Nelle stanze non ci sono nè radio nè televisori.
L'elettricità viene usata raramente, ma le deboli luci di un registratore di cassa e di un computer dietro la reception rompono l'incanto.
Mi cambio indossando una "yukata" di cotone (un Kimono estivo) e dei "geta" (sandali di legno) che, come quasi tutte le calzature fornite dagli alberghi giapponesi, sono decisamente troppo piccole e quindi mi obbligano a camminare zoppicando.
Dopo un paio di passi incerti verso la vasca, la voglia di comodità vince sulla tradizione: decido di cambiare i sandali con scarpe di gomma da piscina, come hanno fatto tutti gli altri.
Il rituale del bagno in comune (come in qualsiasi situazione dove ci si trova nudi di fronte a degli estranei) è una di quelle circostanze in cui può essere utile conoscere alcune regole.
In questi frangenti le abitudini occidentali lasciano perplessi i giapponesi, che non si sognerebbero mai di entrare in una vasca piena di acqua sporca e di pelle morta.
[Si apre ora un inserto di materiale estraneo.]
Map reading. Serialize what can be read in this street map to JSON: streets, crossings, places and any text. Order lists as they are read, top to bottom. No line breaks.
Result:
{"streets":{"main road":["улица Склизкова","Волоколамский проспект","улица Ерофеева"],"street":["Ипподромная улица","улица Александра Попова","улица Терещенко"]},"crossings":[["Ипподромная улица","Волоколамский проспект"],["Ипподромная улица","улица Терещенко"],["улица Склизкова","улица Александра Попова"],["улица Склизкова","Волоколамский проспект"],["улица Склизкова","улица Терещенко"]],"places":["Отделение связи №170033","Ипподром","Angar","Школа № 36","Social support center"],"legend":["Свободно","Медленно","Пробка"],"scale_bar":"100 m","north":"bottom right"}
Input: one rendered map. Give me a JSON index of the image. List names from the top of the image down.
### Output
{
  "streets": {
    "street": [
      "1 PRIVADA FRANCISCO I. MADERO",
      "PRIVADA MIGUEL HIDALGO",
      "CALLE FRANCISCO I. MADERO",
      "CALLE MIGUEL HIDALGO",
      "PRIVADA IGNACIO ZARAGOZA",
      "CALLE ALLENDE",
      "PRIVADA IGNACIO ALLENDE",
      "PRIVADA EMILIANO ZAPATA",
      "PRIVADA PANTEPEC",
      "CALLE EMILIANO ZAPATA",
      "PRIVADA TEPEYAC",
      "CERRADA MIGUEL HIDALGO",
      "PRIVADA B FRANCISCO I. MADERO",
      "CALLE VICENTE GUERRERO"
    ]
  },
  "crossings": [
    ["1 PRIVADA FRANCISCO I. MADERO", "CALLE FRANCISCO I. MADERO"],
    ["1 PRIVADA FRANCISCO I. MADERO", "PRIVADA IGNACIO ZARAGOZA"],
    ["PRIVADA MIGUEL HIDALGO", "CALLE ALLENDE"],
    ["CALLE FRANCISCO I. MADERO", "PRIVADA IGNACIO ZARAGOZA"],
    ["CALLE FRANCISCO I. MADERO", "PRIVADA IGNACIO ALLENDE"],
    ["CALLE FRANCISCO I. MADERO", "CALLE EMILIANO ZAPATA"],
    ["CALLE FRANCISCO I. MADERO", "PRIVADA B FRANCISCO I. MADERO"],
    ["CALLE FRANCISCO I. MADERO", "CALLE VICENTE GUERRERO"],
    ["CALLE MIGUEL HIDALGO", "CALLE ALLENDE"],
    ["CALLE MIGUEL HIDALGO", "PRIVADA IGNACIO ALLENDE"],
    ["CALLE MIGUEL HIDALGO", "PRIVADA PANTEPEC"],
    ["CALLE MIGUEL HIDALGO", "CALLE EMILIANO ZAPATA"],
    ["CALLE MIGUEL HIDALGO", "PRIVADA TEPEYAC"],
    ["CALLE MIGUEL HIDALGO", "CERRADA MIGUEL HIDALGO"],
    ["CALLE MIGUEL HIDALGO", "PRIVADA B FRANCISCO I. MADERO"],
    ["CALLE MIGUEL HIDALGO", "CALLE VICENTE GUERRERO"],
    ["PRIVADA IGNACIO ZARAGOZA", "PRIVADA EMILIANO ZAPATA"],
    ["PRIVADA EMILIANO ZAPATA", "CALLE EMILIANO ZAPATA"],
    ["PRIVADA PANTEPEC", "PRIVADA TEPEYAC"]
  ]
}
Prima ci si lava fuori, sciacquandosi sotto una doccia o sotto lo scroscio di un secchio di legno, poi si pulisce ogni parte del corpo sfregandosi con una spugna.
Solo a quel punto ci si può immergere nella piscina.
Mentre fa buio e si accendono le lanterne resto seduto a osservare l'acqua che precipita da una rupe alta venti metri.
Tonificato e con ogni poro aperto torno in albergo percorrendo il ponte di legno che attraversa il fiume.
Per cena ci si ritrova nella sala principale.
Una cinquantina di ospiti siedono a dei tavoli bassi dove vengono serviti cibi di stagione, funghi matsutake, pesce alla griglia e una ricca zuppa autunnale di miso presentata su vassoi di lacca.
Verso le nove cala il silenzio.
Tutti a letto.
In alcune località il bagno nelle terme è un'attrazione secondaria.
Tamagawa è una sorta di paese delle meraviglie geotermico, con piscine di fango caldo e bocche che eruttano vapori acri.
I visitatori si sdraiano sul terreno caldo per curare le malattie artritiche e reumatiche: avvolti in lenzuoli dalla testa ai piedi, sembrano bruchi dai colori vivaci in un campo profughi su Marte.
Un uomo cuoce una patata dolce e una zucca calando un sacchetto in una fossa da cui esce del vapore.
Quest'aria mi fa venire mal di testa e i miei vestiti puzzano di zolfo anche molte ore dopo.